It’s easy to be a little blinded by the specialized statistical techniques in systematic reviews and meta-analyses. As with any type of study, though, there are bad ones that can lead you down a garden path.

So let’s look at some simple – or at least less-than-hellishly-complicated! – ways to spot reviews that are worth taking more seriously than others.

 

Cartoon: An ounce of prevention is worth a pound of miltivariable linear regression

 

You don’t start with the statistics. No amount of fancy statistical legwork can save a study that’s biased by its design. That’s true of individual studies, and it’s true of meta-studies that analyze groups of them, too.

A bonus of this phenomenon is that even without knowing a lot about methods of analysis, you can whittle down the number of reviews and meta-analyses that could cause you problems.

But first, some shortcuts that I don’t think are a reliable help.

Many argue that there is a “brand” that should give you confidence. I don’t agree (even though I participated in establishing some of those brands).

And don’t believe it must be good just because it says it was “systematic”, or something like “followed PRISMA (or Cochrane) methods/principles”. That alone is no guarantee that the quality is higher. (See for example this study on quality and mentioning PRISMA).

A last proviso before we start: a perfectly well-done study can land on the wrong answer. And a perfectly crappy study can nonetheless “be right”. Still, we really need time-savers, and steering clear of worse studies is a way to cope with an information glut.

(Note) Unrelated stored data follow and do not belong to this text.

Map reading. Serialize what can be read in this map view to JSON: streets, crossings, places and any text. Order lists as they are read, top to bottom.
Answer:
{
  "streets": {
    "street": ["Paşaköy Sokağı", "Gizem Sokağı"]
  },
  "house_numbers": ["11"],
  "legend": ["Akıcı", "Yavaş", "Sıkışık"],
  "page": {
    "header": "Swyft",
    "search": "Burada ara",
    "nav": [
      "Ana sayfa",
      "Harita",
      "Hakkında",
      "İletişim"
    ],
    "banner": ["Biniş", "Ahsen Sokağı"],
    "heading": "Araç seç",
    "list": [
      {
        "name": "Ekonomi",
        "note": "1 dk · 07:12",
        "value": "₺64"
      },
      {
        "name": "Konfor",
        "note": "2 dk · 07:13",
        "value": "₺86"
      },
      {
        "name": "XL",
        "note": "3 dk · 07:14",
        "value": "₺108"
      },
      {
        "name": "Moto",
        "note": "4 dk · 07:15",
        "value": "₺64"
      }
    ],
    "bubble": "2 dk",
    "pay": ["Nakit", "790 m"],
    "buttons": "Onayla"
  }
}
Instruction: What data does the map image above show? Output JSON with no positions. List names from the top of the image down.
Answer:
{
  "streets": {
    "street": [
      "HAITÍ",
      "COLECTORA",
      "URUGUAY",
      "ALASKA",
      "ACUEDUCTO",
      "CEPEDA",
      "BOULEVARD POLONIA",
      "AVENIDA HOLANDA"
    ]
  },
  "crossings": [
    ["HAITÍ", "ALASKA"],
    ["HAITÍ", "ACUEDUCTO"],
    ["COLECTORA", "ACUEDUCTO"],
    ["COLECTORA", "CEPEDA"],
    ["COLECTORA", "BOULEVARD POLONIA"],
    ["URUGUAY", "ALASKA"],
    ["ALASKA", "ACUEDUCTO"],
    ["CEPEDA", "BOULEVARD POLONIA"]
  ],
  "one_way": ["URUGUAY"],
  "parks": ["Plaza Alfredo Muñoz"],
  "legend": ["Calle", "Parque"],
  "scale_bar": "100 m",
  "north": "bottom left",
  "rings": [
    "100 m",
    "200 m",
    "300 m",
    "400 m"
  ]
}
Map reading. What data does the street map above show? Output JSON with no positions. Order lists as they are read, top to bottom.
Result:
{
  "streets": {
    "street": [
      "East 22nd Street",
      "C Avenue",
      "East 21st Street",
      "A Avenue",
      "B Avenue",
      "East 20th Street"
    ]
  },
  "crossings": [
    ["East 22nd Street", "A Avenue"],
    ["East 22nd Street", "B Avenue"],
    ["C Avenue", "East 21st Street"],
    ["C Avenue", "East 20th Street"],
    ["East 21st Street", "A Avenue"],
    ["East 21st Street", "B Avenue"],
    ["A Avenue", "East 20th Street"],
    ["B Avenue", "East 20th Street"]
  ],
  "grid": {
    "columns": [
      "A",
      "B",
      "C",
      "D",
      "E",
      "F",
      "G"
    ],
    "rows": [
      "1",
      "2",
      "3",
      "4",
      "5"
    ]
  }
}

Let’s get to my 5-step check-up. Most systematic reviews and meta-analyses won’t pass all 5 of them.

 

1. Are there clear, pre-specified, eligibility criteria for studies being chosen or rejected for the review?

 

Ideally, the review makes it quick and easy for you to answer this one, with a really clear list of inclusion and exclusion points – or at least a clear description of the grounds for accepting or rejecting a study. The criteria might be extremely broad, or very specific.

 

Cartoon: Does it work? It depends what you mean by does, it, and work

 

The easiest way to be sure details like this were pre-specified is if there was a fully worked out study protocol before the reviewing steps began. That might have been published in a journal, or in a registry like the one specifically for systematic review protocols, PROSPERO. Or they may mention that they had one. Sometimes, the language is the best guide you have to go on.

If there are very clear criteria, but I can’t be sure if they were pre-specified, I tend to give them the benefit of the doubt at this point, but it’s a point for caution.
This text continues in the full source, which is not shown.